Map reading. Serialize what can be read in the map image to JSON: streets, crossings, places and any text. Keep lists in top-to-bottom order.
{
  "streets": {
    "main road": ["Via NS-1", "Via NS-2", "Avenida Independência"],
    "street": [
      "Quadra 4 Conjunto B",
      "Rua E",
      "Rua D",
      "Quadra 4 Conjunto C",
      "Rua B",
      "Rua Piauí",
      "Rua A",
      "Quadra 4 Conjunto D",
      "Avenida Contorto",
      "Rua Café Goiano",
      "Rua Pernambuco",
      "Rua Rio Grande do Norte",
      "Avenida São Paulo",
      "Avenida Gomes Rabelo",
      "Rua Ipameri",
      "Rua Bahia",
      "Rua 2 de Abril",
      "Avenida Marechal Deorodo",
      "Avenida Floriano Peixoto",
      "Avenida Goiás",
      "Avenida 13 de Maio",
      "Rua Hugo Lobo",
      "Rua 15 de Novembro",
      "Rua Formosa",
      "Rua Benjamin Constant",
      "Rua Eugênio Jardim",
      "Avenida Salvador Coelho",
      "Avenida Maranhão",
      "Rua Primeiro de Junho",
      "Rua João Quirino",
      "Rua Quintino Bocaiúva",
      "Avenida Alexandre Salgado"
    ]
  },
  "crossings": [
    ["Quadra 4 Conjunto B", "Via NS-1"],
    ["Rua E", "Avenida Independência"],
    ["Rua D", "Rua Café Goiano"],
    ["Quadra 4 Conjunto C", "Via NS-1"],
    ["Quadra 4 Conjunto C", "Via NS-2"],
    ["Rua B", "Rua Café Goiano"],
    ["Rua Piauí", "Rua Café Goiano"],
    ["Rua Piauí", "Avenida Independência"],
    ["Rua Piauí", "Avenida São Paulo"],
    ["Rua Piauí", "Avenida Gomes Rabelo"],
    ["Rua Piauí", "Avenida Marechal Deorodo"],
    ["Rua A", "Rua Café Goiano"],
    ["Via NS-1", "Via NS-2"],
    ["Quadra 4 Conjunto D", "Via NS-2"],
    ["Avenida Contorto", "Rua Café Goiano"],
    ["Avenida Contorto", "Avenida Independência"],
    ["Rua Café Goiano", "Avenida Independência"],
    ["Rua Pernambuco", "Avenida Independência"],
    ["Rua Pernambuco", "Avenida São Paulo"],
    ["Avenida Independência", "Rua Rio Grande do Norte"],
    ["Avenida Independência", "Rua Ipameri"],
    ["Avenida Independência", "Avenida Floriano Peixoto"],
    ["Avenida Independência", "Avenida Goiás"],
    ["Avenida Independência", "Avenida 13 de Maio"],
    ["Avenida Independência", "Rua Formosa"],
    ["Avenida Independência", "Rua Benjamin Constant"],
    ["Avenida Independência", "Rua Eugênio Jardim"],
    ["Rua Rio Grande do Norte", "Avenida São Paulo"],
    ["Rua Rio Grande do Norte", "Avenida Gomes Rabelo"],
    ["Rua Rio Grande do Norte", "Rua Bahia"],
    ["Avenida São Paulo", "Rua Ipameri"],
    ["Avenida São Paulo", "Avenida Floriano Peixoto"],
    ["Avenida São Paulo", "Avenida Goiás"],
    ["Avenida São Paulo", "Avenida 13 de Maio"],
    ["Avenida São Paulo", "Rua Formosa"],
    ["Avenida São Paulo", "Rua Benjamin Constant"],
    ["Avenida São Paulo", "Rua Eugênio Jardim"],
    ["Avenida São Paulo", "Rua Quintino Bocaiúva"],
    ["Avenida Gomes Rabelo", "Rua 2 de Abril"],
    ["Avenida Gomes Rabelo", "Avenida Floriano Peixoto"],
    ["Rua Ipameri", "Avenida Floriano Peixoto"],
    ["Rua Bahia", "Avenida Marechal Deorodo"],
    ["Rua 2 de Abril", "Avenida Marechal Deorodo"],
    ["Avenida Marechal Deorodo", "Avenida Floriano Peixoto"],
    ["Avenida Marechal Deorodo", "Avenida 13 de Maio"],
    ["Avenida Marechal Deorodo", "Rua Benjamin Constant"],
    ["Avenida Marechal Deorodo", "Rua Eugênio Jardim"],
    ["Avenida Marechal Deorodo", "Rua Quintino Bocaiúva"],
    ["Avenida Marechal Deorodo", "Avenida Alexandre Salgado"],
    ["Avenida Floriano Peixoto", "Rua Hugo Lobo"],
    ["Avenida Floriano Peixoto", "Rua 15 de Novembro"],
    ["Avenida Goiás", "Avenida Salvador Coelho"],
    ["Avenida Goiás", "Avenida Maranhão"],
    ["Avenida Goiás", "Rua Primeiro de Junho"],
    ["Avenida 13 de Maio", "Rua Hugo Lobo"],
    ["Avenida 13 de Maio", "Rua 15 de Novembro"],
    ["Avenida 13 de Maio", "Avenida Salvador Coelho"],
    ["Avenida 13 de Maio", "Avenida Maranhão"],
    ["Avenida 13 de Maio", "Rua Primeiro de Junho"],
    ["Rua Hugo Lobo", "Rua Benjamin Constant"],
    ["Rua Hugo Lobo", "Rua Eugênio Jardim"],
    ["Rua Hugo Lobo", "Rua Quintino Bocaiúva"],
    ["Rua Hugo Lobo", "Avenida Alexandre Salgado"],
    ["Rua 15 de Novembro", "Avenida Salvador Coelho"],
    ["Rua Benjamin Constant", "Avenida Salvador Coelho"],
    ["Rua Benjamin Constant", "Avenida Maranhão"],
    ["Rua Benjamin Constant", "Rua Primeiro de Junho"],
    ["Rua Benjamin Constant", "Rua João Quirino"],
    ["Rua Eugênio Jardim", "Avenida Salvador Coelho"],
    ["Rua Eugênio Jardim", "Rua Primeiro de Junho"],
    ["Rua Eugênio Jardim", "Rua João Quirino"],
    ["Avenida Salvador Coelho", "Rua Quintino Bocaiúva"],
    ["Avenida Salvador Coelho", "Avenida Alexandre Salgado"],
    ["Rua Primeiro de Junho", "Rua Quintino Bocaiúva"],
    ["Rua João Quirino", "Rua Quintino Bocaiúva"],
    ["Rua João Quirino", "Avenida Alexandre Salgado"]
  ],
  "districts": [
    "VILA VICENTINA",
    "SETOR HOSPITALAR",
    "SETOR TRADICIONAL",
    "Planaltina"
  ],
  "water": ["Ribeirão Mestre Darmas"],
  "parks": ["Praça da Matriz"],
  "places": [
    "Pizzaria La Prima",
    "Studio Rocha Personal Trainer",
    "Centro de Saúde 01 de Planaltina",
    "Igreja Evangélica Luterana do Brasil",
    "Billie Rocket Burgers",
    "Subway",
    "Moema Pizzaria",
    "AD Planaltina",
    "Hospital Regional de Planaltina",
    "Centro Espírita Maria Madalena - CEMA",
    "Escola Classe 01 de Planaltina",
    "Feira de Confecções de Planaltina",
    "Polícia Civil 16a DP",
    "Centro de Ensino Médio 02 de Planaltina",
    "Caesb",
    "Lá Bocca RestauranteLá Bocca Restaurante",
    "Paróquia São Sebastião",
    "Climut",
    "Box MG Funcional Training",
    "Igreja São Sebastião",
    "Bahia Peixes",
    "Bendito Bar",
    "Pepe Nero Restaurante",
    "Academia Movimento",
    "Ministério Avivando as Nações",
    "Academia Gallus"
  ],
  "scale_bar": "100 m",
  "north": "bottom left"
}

⁂

Each line of the listing above that includes the word "Piauí" should be copied.

      "Rua Piauí",
    ["Rua Piauí", "Rua Café Goiano"],
    ["Rua Piauí", "Avenida Independência"],
    ["Rua Piauí", "Avenida São Paulo"],
    ["Rua Piauí", "Avenida Gomes Rabelo"],
    ["Rua Piauí", "Avenida Marechal Deorodo"],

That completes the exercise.